Kendra hurriedly looked away from him at one of the bulletin boards. “Oh?”
Lynch nodded solemnly. “You have to admire an agent who throws himself into his work like that. Good man.”
Griffin looked as if he might have picked up on the sudden awkward vibe, but he didn’t pursue it. “Yeah, Nelson’s coming along.”
While Kendra had been pretending to look at the bulletin board, something really did catch her eye. “What’s this?” She pointed to a whiteboard labeled ‘Myatt.’

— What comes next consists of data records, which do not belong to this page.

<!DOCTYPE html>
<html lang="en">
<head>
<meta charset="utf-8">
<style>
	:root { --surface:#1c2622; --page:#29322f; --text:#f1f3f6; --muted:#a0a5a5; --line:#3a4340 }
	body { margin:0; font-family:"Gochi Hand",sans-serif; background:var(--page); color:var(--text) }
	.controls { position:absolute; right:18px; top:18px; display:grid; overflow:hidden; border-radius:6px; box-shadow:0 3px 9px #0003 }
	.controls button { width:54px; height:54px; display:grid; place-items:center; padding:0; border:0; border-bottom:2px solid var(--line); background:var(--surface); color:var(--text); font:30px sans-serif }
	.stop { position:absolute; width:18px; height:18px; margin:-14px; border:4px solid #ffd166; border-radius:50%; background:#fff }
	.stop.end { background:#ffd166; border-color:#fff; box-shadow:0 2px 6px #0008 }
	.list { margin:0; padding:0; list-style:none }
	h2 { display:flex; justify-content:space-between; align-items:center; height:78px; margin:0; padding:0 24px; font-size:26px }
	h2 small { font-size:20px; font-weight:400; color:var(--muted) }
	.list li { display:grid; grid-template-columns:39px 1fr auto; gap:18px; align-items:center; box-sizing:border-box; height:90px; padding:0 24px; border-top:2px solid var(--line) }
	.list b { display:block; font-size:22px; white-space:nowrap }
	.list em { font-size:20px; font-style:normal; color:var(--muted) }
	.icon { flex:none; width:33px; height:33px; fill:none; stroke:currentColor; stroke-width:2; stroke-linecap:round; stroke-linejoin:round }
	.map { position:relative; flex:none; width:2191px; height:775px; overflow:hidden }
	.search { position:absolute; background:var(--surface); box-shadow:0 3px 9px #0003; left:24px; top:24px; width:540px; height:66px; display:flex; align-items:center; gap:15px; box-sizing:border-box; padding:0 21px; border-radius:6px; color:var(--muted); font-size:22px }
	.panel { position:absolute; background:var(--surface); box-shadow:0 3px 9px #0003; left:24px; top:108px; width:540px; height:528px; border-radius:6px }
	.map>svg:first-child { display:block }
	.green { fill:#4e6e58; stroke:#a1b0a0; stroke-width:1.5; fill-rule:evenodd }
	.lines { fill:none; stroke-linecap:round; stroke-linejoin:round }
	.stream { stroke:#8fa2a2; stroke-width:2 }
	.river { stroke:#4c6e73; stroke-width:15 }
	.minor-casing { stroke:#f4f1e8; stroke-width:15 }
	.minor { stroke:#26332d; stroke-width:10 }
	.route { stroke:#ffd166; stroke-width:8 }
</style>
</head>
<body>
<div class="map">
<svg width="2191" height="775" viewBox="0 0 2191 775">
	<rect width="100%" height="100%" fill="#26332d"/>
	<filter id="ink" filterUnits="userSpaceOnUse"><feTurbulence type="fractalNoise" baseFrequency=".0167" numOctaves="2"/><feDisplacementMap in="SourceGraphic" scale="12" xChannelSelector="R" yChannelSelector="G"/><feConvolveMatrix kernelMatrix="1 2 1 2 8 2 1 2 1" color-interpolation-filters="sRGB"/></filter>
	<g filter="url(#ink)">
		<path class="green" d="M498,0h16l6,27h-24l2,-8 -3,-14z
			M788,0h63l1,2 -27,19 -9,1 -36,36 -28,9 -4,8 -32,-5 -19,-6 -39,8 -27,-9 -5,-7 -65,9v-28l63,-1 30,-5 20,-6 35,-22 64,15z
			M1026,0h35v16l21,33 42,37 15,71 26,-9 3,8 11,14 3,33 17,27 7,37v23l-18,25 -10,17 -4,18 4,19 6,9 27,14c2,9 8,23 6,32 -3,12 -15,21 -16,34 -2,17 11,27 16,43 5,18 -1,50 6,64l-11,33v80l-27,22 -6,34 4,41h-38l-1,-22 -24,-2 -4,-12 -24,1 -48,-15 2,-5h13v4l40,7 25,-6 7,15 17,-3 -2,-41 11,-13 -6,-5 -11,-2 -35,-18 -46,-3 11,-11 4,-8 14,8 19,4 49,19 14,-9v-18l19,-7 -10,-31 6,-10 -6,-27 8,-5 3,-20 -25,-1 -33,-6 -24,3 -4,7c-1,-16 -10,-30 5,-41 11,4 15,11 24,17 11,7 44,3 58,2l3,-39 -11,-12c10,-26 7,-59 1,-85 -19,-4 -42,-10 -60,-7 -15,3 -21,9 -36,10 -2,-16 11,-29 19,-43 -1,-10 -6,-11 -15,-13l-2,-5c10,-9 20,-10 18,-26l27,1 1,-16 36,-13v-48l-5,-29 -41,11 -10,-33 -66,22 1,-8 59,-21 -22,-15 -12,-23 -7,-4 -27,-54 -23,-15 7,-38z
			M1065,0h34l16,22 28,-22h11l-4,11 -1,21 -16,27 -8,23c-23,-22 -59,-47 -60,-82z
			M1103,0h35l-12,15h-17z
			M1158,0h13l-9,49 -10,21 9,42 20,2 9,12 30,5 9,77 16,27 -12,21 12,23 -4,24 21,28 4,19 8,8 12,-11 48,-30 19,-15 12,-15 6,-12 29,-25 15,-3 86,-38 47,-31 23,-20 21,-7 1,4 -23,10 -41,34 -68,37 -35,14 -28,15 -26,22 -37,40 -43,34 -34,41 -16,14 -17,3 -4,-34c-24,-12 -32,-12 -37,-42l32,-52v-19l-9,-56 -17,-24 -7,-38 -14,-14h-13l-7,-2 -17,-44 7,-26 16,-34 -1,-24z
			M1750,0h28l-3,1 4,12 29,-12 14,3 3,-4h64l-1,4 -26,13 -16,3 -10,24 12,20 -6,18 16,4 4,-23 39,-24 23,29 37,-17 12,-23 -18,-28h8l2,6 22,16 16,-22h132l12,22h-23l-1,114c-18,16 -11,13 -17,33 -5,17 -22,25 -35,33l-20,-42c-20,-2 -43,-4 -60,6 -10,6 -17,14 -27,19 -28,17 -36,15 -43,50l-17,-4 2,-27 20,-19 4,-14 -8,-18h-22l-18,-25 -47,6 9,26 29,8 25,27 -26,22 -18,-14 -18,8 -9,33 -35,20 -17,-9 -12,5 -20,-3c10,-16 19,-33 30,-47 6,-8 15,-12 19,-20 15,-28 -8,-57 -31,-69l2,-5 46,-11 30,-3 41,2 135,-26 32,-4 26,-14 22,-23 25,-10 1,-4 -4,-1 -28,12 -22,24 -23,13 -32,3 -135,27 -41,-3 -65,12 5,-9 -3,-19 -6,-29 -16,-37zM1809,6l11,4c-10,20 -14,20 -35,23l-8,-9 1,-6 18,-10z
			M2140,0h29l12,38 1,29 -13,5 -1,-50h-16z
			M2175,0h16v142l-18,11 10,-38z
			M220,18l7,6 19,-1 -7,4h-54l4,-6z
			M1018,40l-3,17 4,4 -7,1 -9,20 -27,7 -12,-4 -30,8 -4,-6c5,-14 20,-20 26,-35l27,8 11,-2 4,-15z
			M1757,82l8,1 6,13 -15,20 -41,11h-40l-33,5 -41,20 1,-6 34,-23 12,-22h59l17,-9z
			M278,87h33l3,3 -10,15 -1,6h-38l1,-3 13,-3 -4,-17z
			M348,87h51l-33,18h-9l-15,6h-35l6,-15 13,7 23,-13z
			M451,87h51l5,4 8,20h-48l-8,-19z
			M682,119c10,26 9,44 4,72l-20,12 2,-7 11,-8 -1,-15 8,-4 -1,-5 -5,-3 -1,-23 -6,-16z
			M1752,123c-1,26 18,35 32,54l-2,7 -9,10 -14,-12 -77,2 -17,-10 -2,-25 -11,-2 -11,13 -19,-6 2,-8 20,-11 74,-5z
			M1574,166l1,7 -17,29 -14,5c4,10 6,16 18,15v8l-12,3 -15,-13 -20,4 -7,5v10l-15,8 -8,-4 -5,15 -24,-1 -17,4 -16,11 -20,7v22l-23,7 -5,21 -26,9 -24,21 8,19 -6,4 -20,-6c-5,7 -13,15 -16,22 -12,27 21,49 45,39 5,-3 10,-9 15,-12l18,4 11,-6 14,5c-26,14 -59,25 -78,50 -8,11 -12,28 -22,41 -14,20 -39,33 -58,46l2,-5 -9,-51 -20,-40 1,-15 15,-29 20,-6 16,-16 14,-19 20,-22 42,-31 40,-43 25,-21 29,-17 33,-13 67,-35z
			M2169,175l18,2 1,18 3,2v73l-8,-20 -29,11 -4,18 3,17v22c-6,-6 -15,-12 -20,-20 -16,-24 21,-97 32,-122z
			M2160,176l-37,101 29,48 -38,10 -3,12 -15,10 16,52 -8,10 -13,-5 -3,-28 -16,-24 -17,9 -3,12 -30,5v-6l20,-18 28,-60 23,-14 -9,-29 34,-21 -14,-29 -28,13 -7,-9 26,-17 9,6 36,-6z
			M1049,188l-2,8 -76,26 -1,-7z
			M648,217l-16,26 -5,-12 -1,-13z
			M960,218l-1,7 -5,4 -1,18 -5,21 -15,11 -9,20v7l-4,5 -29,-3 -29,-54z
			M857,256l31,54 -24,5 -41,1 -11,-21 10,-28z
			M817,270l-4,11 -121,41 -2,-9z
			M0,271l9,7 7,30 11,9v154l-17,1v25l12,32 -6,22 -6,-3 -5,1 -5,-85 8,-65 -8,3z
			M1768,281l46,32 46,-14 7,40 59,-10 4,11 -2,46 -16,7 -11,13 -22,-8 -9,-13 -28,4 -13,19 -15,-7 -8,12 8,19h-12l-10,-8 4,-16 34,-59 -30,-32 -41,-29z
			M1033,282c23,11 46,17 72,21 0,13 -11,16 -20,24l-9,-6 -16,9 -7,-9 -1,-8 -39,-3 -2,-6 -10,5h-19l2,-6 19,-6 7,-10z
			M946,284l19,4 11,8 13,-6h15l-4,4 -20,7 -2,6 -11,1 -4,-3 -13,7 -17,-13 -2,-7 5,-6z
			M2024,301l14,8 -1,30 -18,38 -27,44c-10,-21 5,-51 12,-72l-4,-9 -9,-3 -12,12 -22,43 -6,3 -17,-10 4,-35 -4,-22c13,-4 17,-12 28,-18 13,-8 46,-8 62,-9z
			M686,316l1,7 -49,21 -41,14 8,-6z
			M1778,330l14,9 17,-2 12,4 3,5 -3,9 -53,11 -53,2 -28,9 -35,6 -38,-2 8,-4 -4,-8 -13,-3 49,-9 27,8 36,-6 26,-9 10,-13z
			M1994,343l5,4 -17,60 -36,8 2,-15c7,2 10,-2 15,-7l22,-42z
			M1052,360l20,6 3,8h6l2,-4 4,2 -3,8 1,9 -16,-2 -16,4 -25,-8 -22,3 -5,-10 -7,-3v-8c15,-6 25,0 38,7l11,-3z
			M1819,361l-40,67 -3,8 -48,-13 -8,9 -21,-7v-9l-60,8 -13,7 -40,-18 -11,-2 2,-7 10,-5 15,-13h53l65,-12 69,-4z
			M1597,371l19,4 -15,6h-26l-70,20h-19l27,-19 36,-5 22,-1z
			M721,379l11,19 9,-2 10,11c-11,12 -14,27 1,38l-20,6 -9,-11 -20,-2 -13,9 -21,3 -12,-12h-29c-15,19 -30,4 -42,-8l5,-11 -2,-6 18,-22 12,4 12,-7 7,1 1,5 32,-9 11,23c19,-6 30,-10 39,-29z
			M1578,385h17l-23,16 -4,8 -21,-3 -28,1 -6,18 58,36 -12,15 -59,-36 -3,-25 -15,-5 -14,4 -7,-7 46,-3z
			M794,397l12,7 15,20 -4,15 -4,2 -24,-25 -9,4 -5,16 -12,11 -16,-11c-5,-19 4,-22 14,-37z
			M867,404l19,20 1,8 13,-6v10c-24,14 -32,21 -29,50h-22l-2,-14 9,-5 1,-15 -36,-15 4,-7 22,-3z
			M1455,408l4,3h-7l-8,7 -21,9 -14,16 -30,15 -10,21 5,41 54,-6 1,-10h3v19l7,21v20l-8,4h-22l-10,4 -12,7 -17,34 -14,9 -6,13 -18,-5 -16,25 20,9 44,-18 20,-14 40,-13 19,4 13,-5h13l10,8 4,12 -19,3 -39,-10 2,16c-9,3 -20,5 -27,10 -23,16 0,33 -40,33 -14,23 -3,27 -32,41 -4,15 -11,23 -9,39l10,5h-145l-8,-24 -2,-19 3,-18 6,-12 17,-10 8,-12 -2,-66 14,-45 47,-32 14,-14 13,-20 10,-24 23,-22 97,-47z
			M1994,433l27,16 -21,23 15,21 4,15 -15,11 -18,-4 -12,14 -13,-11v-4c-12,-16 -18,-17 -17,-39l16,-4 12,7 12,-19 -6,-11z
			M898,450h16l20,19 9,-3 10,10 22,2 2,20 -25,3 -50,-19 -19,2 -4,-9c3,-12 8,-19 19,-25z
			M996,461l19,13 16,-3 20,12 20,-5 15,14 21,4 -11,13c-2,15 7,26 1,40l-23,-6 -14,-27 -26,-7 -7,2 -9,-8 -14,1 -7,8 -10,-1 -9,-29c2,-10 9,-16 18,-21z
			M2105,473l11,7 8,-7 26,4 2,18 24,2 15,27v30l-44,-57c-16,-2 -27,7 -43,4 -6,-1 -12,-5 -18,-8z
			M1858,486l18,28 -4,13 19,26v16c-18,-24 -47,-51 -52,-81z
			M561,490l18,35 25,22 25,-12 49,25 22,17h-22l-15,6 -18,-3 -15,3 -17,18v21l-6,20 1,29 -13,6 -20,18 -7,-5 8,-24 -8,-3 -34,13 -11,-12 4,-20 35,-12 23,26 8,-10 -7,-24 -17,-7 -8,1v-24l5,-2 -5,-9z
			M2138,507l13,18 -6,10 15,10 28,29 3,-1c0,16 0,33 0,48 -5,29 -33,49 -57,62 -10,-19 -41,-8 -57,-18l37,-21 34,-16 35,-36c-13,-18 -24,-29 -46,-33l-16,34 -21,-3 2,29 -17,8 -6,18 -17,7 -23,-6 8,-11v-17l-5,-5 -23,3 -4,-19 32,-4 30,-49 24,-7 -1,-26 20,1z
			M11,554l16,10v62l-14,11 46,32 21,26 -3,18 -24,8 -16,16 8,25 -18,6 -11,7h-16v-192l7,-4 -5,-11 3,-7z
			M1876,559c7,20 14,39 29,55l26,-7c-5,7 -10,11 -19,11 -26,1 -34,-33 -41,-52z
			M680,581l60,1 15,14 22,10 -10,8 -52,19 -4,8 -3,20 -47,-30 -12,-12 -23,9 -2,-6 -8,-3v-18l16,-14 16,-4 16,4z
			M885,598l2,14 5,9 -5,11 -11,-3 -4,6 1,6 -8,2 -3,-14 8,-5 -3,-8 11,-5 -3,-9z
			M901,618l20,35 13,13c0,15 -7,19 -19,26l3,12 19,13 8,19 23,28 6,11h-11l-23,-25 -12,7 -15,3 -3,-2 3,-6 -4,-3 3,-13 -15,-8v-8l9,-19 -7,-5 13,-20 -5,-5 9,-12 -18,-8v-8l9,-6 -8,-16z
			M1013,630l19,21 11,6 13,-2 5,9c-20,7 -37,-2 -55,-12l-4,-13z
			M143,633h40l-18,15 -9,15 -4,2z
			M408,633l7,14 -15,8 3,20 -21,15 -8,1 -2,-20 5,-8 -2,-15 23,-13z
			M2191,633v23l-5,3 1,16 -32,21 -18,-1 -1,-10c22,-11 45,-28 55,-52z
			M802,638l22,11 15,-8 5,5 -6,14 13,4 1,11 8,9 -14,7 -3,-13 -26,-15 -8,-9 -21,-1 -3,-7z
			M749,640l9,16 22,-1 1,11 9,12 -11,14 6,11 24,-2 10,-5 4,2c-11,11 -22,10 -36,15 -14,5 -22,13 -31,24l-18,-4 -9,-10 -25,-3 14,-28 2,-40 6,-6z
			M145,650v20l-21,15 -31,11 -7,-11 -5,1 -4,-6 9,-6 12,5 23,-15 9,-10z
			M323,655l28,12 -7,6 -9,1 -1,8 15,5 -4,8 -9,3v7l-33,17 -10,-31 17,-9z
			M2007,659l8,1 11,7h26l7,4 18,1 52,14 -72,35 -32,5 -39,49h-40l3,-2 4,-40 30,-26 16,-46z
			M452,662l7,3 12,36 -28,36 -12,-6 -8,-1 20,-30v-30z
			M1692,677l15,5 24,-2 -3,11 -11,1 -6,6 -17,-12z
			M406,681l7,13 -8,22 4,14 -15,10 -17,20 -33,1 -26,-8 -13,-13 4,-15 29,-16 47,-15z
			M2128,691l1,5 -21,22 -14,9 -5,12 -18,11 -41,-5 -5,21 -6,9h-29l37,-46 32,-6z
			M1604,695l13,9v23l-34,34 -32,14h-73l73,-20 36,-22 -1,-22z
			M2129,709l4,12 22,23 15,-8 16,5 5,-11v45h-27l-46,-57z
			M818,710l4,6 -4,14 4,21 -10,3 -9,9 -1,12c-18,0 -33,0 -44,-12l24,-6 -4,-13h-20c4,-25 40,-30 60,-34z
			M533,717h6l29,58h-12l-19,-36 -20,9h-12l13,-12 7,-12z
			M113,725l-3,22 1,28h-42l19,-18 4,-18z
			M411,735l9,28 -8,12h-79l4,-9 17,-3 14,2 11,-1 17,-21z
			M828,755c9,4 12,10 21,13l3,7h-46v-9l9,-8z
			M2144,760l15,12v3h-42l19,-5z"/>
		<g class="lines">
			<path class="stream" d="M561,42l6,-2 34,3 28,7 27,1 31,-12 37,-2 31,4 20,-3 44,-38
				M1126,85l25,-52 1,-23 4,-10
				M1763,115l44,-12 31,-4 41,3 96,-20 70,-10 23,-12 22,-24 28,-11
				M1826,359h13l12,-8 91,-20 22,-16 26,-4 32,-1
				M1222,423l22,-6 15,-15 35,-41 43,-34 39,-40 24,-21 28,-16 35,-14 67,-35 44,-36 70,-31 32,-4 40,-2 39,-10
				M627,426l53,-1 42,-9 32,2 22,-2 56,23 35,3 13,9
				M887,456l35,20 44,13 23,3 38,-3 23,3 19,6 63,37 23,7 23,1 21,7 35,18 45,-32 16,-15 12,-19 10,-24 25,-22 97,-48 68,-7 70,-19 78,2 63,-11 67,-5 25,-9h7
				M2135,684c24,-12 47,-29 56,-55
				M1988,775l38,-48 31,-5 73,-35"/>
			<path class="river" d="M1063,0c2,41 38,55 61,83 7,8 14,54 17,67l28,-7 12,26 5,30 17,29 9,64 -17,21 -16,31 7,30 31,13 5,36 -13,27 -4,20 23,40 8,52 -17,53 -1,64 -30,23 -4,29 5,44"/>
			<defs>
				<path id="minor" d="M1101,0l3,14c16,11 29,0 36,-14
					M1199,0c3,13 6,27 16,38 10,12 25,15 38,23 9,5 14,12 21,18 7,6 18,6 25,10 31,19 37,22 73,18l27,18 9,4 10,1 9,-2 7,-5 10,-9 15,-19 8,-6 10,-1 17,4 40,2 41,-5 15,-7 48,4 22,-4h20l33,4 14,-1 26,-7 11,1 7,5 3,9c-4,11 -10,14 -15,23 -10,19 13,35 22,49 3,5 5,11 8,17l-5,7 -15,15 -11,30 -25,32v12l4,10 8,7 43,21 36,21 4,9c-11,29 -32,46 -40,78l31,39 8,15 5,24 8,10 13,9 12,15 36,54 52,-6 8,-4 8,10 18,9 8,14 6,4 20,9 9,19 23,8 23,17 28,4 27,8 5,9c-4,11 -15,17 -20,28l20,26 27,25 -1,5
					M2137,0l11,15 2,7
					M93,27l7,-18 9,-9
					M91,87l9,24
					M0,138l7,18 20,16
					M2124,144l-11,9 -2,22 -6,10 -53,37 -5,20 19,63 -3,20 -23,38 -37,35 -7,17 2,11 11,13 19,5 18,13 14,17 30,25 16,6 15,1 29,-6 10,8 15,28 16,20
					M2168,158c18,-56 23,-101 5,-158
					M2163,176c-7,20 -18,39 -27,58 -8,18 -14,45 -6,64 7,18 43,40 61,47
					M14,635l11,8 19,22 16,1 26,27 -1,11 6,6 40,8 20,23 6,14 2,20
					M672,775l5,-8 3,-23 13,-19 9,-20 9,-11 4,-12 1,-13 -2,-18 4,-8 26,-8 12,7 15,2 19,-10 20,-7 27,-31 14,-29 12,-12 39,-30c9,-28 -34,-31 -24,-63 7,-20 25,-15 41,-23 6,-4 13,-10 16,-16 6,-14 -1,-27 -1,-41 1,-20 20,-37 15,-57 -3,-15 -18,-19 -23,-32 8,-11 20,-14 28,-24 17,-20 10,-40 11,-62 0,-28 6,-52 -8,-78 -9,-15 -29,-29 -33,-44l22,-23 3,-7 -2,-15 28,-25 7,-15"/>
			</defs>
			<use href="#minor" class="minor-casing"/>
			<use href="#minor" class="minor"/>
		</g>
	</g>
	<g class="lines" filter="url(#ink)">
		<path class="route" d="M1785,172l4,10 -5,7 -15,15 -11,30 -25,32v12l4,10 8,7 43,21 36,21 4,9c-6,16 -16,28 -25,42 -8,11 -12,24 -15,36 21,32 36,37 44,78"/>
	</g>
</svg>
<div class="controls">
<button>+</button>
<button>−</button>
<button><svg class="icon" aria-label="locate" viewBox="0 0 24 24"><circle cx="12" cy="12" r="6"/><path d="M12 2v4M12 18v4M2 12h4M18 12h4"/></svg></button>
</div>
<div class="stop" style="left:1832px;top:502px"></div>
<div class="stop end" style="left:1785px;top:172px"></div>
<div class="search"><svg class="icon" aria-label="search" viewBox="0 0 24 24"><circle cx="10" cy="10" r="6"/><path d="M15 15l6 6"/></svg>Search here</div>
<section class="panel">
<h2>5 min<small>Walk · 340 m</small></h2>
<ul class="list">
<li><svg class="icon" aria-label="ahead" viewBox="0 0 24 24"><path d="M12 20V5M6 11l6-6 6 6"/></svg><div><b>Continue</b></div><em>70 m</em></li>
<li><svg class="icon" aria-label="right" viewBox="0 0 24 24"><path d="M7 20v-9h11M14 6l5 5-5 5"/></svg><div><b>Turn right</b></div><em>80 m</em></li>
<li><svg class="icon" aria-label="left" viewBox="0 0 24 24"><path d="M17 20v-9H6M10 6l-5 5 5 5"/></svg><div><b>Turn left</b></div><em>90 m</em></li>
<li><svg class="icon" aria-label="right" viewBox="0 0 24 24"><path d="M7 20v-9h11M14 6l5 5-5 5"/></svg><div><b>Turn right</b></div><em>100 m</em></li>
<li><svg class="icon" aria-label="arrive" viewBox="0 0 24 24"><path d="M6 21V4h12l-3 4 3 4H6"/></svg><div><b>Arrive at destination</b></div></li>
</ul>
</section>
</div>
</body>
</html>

Griffin walked toward the board and angled it toward her and Lynch. “This is the profile we’re building. If he has been somehow working with Colby, it puts him in a unique category of serial killer.”
“The tag team.”
“Yes. Most serial killers are loners who feel powerless in their everyday lives. Carrying out these types of specific, meticulously planned murders is their means of exerting control and gaining a sense of power that’s missing in everything else they do. The tag team is a different animal, especially when the partner is someone as notorious as Colby.” Griffin gazed at the list of characteristics that had been written on the board. “Assuming Colby is the dominant partner, Myatt is most likely someone who’s comfortable taking orders, perhaps ex-military. He’s extremely detail-oriented. These people tend to be obsessively focused on a very narrow range of interests.”
Kendra turned toward the agents behind her. “Kind of like you and your comic books, Metcalf.”
He shrugged. “Or you and your music therapy.”
“Point taken.” She studied the whiteboard. “I can imagine there could be an element of hero worship in Myatt, but he may also enjoy one-upping the serial killers he copies.”
Lynch nodded. “If he’s really working with Colby, what do you make of the fact that Myatt hasn’t reproduced his murders?”